Die Klage ist in beiden Vorinstanzen erfolglos geblieben. Das Oberlandesgericht (OLG) hat eine Preisklausel mit dem vom Kläger behaupteten Wortlaut als nicht der AGB-Kontrolle unterliegende sog. Preishauptabrede eingeordnet und deshalb Feststellungen dazu, ob die Beklagte die beanstandete Klausel mit dem behaupteten Wortlaut in ihrem Preisverzeichnis tatsächlich verwendet, für entbehrlich erachtet.

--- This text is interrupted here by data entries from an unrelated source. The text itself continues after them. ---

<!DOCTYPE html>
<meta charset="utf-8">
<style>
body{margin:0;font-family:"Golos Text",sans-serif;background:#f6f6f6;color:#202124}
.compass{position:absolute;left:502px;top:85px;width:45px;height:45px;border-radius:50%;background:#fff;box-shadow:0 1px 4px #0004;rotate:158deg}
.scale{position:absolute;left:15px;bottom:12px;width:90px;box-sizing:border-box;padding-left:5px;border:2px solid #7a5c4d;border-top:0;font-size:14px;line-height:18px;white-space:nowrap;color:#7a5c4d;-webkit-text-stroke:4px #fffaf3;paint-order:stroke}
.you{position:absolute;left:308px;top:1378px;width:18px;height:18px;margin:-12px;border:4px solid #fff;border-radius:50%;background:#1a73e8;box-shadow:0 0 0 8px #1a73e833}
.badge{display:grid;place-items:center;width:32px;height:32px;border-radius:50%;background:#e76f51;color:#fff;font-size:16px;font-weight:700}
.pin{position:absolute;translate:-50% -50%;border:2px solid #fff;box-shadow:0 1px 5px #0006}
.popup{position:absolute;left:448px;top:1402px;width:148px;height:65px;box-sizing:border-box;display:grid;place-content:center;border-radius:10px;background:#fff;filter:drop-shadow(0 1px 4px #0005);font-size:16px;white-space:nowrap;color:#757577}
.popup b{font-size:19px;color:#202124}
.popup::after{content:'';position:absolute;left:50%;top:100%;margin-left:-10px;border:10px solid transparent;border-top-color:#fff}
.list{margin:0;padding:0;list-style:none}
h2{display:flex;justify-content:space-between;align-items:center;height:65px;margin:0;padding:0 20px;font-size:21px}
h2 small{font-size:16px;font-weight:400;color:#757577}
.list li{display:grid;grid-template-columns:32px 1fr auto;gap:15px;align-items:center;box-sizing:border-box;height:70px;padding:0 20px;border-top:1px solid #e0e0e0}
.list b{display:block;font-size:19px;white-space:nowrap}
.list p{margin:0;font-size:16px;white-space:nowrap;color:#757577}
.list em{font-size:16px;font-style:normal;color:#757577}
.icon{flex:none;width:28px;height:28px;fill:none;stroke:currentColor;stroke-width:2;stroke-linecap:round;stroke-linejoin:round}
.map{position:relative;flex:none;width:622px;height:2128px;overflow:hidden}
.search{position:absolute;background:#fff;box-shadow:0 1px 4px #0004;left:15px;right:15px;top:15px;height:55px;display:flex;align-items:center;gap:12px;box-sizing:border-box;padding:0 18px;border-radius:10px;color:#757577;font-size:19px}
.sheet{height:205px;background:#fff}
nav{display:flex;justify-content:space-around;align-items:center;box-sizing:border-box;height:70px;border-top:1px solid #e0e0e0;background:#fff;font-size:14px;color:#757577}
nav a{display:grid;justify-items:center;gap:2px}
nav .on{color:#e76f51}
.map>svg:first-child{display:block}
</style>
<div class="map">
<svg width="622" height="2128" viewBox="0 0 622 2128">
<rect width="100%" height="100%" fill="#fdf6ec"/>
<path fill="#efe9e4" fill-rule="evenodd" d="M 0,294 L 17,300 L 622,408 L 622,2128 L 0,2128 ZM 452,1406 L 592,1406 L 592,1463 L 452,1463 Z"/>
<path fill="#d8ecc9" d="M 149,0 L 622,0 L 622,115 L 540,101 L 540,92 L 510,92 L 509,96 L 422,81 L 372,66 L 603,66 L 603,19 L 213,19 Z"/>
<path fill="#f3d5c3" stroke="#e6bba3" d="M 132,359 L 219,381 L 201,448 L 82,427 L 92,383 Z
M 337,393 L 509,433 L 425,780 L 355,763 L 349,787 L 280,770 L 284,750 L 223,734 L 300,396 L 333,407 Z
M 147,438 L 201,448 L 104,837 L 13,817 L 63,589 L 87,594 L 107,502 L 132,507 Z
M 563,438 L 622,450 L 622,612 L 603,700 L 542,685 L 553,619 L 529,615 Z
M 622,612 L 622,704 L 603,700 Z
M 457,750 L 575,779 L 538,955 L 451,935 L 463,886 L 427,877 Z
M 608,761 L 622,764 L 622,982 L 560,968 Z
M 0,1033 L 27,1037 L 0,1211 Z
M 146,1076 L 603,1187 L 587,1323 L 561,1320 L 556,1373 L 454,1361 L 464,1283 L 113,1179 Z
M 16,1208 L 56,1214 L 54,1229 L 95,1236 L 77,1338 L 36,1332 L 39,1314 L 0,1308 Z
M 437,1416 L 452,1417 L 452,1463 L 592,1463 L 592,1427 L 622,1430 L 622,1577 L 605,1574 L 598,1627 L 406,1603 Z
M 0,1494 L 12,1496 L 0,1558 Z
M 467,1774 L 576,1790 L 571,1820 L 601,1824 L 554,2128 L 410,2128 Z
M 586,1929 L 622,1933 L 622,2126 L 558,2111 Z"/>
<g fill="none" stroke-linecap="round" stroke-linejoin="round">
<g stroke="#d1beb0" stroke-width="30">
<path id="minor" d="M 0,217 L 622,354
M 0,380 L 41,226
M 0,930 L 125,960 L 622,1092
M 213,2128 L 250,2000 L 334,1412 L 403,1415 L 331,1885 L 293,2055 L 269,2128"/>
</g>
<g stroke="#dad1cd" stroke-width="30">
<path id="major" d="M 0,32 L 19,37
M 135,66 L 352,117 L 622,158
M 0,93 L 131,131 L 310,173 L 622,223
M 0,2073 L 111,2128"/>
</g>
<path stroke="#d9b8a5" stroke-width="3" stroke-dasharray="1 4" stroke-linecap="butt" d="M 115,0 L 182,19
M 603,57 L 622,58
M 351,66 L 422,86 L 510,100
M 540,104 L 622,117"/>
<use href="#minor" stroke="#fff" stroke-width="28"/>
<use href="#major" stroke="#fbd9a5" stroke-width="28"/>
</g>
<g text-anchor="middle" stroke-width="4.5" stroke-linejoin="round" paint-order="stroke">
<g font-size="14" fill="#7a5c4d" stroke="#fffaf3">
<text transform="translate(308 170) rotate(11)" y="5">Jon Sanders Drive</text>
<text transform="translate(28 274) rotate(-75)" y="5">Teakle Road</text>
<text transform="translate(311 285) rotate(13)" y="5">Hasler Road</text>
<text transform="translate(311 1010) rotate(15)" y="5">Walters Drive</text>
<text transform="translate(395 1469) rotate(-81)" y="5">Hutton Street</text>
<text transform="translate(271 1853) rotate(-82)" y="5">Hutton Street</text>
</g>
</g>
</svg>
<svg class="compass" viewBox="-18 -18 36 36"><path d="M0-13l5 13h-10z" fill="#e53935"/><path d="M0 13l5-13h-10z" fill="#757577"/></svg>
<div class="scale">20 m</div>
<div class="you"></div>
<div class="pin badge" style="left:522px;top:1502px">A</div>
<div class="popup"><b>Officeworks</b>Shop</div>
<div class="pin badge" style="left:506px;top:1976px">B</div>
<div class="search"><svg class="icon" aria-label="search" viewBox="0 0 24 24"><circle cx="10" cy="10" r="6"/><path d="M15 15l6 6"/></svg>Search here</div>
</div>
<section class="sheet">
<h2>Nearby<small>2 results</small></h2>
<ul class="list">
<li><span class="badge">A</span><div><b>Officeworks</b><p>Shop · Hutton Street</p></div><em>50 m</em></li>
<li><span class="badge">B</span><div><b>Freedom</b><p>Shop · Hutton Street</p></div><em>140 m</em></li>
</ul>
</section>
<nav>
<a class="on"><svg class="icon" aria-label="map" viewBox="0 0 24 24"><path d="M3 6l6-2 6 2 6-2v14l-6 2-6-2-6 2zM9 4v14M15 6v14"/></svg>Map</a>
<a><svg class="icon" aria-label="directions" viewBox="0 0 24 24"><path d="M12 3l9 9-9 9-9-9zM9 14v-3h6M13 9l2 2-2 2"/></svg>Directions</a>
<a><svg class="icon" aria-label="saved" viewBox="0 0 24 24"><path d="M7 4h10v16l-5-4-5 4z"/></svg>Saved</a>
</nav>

Der BGH hat das Urteil des OLG aufgehoben und die Sache zur neuen Verhandlung und Entscheidung an das Berufungsgericht zurückverwiesen.
Der BGH hat die Unterlassungsklage für zulässig erachtet. Bei Klagen dieser Art muss der Klageantrag die beanstandeten Bestimmungen der Allgemeinen Geschäftsbedingungen (AGB) im Wortlaut enthalten, anderenfalls ist die Klage unzulässig. Ist streitig, ob eine vom Kläger beanstandete Klausel in dieser Fassung vom Beklagten tatsächlich verwendet wird, reicht es für die Zulässigkeit der Klage aus, wenn unter Angabe des zugrunde liegenden Lebenssachverhalts die Verwendung der bestimmten Klausel behauptet und deren konkreter Wortlaut im Klageantrag wörtlich wiedergegeben wird; ob die beanstandete Klausel in dieser Fassung tatsächlich Verwendung findet, ist demgegenüber eine Frage der Begründetheit der Klage. Den hiernach bestehenden Zulässigkeitsvoraussetzungen genügt vorliegend das Klagevorbringen.

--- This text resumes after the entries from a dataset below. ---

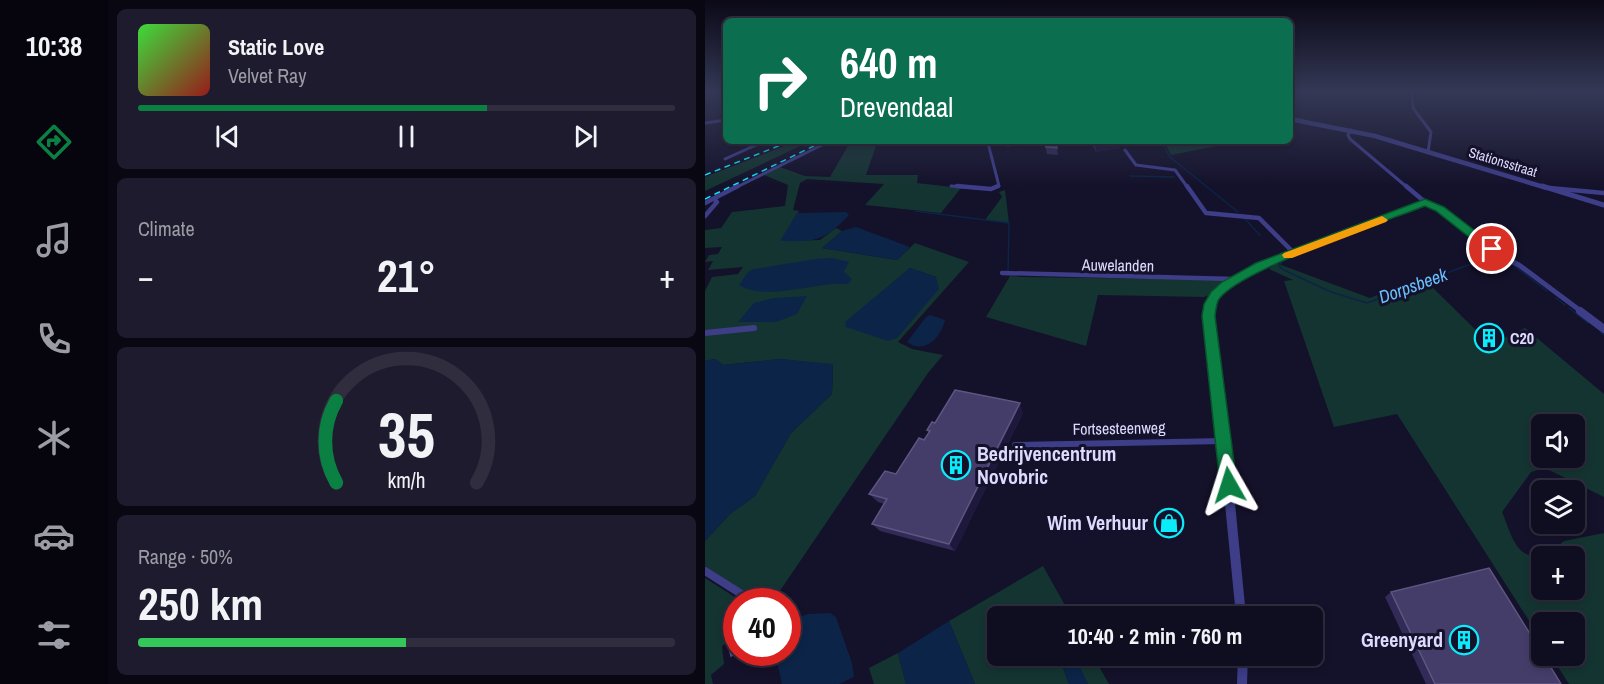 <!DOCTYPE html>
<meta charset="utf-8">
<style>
:root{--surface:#0f0d20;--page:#1d1b2d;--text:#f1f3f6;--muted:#9b9ca5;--line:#2f2d3e;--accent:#0b8043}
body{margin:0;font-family:"Archivo Narrow",sans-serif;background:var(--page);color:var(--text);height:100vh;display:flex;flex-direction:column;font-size:22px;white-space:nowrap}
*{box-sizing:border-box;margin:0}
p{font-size:20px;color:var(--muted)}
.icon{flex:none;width:33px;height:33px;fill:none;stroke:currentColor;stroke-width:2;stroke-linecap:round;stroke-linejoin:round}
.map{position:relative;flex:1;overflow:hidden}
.drawer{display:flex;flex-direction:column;gap:9px;padding:9px;background:#080712;width:597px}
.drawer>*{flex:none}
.guide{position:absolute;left:18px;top:18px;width:570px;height:126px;border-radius:9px;box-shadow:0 3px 9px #0003,0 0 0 2px var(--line);background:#0b6e4f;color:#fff;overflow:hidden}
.buttons{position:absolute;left:826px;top:414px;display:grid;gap:12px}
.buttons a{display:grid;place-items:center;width:54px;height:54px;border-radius:9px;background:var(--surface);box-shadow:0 3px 9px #0003,0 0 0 2px var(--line);font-size:30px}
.speed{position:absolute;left:18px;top:588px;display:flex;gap:12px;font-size:30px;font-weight:700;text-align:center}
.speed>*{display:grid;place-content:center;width:78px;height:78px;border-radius:50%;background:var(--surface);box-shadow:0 3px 9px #0003,0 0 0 2px var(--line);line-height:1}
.speed .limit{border:9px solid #d22;background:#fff;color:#111}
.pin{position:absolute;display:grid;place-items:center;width:51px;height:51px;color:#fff;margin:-26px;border:3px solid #fff;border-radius:50%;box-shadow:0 2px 6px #0007}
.me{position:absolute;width:66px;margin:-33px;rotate:354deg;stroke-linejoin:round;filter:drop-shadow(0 0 4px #0008)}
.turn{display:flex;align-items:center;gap:21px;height:126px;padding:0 18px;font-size:27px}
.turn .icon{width:78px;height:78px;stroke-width:2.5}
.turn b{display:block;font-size:42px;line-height:51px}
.big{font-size:45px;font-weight:700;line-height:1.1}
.drawer .card{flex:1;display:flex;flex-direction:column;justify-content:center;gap:9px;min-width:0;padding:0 21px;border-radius:9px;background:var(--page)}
.drawer .dial{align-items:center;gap:0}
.dial svg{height:156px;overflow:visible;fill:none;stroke:var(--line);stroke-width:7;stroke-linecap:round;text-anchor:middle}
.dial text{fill:var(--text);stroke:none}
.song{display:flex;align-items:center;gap:18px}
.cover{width:72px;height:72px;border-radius:9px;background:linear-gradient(135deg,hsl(120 70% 55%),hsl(0 70% 35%))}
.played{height:6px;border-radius:3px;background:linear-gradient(90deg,var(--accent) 65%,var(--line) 65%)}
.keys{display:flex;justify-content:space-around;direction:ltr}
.heat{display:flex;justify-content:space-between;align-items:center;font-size:33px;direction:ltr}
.charge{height:9px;border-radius:4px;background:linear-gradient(90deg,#34c759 50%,var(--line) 0)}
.trip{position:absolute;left:282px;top:606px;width:336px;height:60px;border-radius:9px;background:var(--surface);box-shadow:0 3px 9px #0003,0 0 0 2px var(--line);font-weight:700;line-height:60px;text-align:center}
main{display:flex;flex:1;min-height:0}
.menu{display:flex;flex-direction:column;width:108px;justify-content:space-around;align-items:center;background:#06050d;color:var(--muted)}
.menu .icon{width:42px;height:42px}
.menu .on{color:var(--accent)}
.menu b{font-size:27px;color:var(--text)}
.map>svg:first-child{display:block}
</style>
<main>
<nav class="menu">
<b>10:38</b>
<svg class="icon on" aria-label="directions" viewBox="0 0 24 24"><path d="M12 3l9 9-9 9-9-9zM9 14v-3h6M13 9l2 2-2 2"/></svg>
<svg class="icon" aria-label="music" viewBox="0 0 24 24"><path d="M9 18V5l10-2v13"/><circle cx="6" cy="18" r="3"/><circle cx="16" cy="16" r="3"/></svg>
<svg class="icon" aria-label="phone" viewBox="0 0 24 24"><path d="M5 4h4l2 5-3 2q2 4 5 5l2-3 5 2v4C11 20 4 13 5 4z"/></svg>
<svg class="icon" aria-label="climate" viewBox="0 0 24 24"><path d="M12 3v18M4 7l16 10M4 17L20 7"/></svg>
<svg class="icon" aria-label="car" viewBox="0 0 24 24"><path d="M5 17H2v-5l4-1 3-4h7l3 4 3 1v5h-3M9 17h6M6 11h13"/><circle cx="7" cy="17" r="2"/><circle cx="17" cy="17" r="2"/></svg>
<svg class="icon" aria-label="filters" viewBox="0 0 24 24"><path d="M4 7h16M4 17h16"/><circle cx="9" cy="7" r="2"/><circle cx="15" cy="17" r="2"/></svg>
</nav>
<section class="drawer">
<div class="card">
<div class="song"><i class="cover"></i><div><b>Static Love</b><p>Velvet Ray</p></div></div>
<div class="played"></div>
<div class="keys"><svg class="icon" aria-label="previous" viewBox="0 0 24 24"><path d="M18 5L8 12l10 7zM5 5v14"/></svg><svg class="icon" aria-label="pause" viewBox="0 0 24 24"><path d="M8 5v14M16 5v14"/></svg><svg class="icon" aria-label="next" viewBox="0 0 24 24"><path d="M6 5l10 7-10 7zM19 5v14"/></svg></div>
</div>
<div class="card"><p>Climate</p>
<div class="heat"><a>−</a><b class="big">21°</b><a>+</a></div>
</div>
<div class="card dial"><svg viewBox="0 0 100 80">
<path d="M14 69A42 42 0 1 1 86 69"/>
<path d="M14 69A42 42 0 0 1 14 27" stroke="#0b8043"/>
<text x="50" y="56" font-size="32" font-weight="700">35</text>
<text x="50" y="72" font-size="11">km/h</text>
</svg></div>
<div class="card"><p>Range · 50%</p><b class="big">250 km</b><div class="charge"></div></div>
</section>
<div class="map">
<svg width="899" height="684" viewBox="0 0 899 684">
<rect width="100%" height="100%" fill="#14112a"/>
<path fill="#143431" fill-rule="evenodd" d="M92 141H106L0 191V177Z
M459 141H537L466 155Z
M172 143 161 175H213L212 183 256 188 236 213 160 205 179 184 102 179 95 183 88 210 94 211 76 241 115 240 131 228 137 231 117 248 192 260 210 243 264 262 193 342 207 349 238 355 223 373 68 601C48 601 17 577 0 566V541L25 514 50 496 86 433 127 394 128 365 75 359 18 365 10 359 0 361V291L7 277 33 274 38 267 3 270 8 261 0 262 4 255 13 254 17 247 0 248V230L16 228 27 212 80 206 83 185 59 175 75 167 100 176 125 177 144 144ZM205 268 231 277 141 327V322Z
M300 190 304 223 280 220 297 197 294 192Z
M571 263 665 298 717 277 786 345 820 328 899 394V497L840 468 826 472 797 512C806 533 810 559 837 557V590H870V556H841L859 541 899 533V684H864L846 656H870V622H837V641L692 414 629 427 579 281 588 280 564 269ZM837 424H870V458H837Z
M305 276 319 277 521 280 507 294 499 297 393 295 381 346 281 317Z
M338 566 366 616H292V656H388L404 684H383L369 656 357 665 364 684H270L244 621Z
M0 578 36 601 32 602 31 637 17 646 19 664 6 675 8 684H0Z
M193 653 201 684H169L164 668Z"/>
<path fill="#0c2448" d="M141 212 144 215C119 241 111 242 75 241L92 213Z
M151 227 205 247 192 260 117 248 137 231Z
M128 258 144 262 139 272 147 279 143 284C113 281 61 302 34 285L43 272 49 269 111 259Z
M205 268 231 277 234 289 192 338 183 341 141 327 140 322Z
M102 296 92 314 71 322H33L49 303 69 298Z
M225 315 240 320C236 338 219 355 202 342L221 317Z
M10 359 18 365 75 359 128 364 127 394 86 433 50 496 25 514 0 541V361Z
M125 613 131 617 147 663 149 677 134 684H77L70 653 82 652 83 620 103 614Z
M244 621 270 684H201L193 653Z
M369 656 383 684H364L357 664Z"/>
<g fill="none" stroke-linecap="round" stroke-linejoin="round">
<path stroke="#0c2448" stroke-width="1.5" d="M456 141 465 157 533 212
M425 176 469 177
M210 211 304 223 303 272
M540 219 555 235
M577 261 574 266 579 270 626 292 662 303 790 255
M807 264 842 291
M851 298 860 305
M864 308 883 323
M896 333 899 335"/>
<path stroke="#3d3d88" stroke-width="3" d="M707 92 708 108 726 132 723 152
M0 123 21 120
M646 130 643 135 645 139 703 188
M285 141 283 143 294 186 289 188
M420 150 431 165 470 170 483 188
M20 159 60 141
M246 186 272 188
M30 188 125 141"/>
<path stroke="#3d3d88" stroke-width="4.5" d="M252 186 286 189 293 186
M482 186 501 213 554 218 589 253
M701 186 720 202
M845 188 899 193
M0 203 33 186
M0 216 12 202 9 199
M297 273 529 279"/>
<path stroke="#3d3d88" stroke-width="6" d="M0 333 49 328
M310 445 519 441"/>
<path stroke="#3d3d88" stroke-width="8" d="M0 571 49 602"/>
<path stroke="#3d3d88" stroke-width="4.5" d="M585 119 670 136 842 188"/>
<path stroke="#3d3d88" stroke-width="5" d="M837 186 899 205
M504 312 510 295 521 285 555 266 720 202 735 209 793 254 814 265 877 312"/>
<path stroke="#3d3d88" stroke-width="8" d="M504 311 522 474
M875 311 899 329"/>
<path stroke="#3d3d88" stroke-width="10" d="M522 473 536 616
M537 684 538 656"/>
<path stroke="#0aecfb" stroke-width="1.5" stroke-dasharray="6 4.5" stroke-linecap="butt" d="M0 175 86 141
M0 199 119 141"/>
</g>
<path fill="#322a57" d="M296 141H313L304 147 297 145Z
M339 141 352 148 353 155 342 154Z
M385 141H415V148L391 152Z
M318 413 250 551 175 531 167 524 179 504 173 502 164 494 191 474 219 440 224 433 222 430 230 423Z
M686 592 856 684H721L680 597Z"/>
<path fill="#1e183d" d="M302 141H313L304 147Z
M415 141V148L391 152 390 145Z
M315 403 318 413 250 551 244 544Z
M32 652H36L29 657 26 656Z"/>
<path fill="#443d69" stroke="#5c5680" stroke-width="1.5" d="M339 141H349L352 148 341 147Z
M388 141H414L390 145Z
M250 390 315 403 244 544 167 524 182 499 164 494 180 471 191 474 214 438 219 440 225 431 222 430 227 422 230 423Z
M784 568 837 653V656H839L856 684H730L686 592Z
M32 634V652L26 656 22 640Z"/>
<linearGradient id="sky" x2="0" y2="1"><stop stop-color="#0b0917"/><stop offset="0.49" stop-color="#343855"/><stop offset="1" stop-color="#343855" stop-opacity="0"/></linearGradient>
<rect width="899" height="187" fill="url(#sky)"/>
<path fill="#0b8043" stroke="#07532c" stroke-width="1.5" d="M720 199 739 207 791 247V252H783L731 211 720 206C679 222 536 269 514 299 511 304 511 310 510 316L532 485 530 491 524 493 518 491 515 485 497 316 499 304 506 292 517 282 551 263Z"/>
<path fill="#f59e0b" d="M677 216 683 220 681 222 587 258H579L577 255 579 253Z"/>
<defs>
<g id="building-ring" transform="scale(1.5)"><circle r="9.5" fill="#14112a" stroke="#0aecfb" stroke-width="1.5"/><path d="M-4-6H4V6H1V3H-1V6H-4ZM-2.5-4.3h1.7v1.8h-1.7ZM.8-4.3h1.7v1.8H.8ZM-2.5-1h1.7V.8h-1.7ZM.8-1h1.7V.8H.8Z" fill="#0aecfb"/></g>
<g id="shop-ring" transform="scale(1.5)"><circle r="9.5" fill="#14112a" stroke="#0aecfb" stroke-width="1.5"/><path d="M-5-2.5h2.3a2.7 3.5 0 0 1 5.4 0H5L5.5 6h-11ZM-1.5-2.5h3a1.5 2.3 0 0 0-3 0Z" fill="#0aecfb"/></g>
</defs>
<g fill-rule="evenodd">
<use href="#building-ring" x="784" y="338"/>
<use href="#building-ring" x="251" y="465"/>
<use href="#shop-ring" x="464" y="523"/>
<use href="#building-ring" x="759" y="640"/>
</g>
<g text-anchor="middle" stroke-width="6" stroke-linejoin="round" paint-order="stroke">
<g font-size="14" fill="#dddafe" stroke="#14112a">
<text transform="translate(798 162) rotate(17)" y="5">Stationsstraat</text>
</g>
<g font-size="16" fill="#dddafe" stroke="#14112a">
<text transform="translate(413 265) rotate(1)" y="6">Auwelanden</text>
<text transform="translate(414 428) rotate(-1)" y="6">Fortsesteenweg</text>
</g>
<g font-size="16" font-weight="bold" fill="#dddafe" stroke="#14112a" text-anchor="start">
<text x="805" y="344">C20</text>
</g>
<g font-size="18" font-style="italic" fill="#6abefd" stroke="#14112a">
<text transform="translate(708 286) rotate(-20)" y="6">Dorpsbeek</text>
</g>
<g font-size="20" font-weight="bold" fill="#dddafe" stroke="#14112a" text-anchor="end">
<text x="272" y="461" text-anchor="start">Bedrijvencentrum<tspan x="272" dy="23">Novobric</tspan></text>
<text x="443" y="530">Wim Verhuur</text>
<text x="738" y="647">Greenyard</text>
</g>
</g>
</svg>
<div class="buttons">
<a><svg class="icon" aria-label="sound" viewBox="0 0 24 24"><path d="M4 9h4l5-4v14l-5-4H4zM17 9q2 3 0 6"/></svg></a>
<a><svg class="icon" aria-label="layers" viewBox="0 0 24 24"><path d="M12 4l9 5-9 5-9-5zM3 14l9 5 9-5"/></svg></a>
<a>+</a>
<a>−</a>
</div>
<div class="speed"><div class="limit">40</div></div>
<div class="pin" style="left:787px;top:249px;background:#d93025"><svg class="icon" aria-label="arrive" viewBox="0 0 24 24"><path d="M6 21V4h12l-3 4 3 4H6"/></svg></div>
<svg class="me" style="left:524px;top:485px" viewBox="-20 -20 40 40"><path d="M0-17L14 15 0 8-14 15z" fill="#0b8043" stroke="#fff" stroke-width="4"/></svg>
<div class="trip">10:40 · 2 min · 760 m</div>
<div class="guide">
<div class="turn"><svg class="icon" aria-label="right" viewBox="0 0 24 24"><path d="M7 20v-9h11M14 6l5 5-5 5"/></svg><div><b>640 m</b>Drevendaal</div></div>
</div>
</div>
</main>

Entgegen der Auffassung des Berufungsgerichts unterliegt die beanstandete Klausel der sog. Inhaltskontrolle, weil sie eine von Rechtsvorschriften abweichende Regelung enthält. Die Klausel ist aufgrund ihres einschränkungslosen Wortlauts ("Jede SMS-TAN") so auszulegen, dass sie ein Entgelt in Höhe von 0,10 Euro für jede TAN vorsieht, die per SMS an den Kunden versendet wird, ohne dass es darauf ankommt, ob diese im Zusammenhang mit der Erteilung eines Zahlungsauftrages eingesetzt wird.
Die Beklagte beansprucht danach etwa für jede TAN ein Entgelt, die zwar per SMS an den Kunden übersendet, von ihm aber z. B. auf Grund eines begründeten Phishing-Verdachts oder wegen der Überschreitung ihrer zeitlichen Geltungsdauer nicht verwendet wird. Ferner fällt nach der Klausel ein Entgelt auch dann an, wenn die TAN zwar zur Erteilung eines Zahlungsauftrags eingesetzt werden soll, dieser aber der Beklagten wegen einer technischen Fehlfunktion gar nicht zugeht.
Mit dieser ausnahmslosen Bepreisung von SMS-TAN weicht die Klausel der einschlägigen Vorschrift des Bürgerlichen Gesetzbuchs (BGB) ab. Danach kann ein Zahlungsdienstleister zwar für die Erbringung eines Zahlungsdienstes das vereinbarte Zahlungsentgelt verlangen. Zu den Zahlungsdiensten, für die ein Entgelt erhoben werden kann, gehört auch die Ausgabe von Zahlungsauthentifizierungsmitteln, wie es das Online-Banking mittels PIN und TAN darstellt.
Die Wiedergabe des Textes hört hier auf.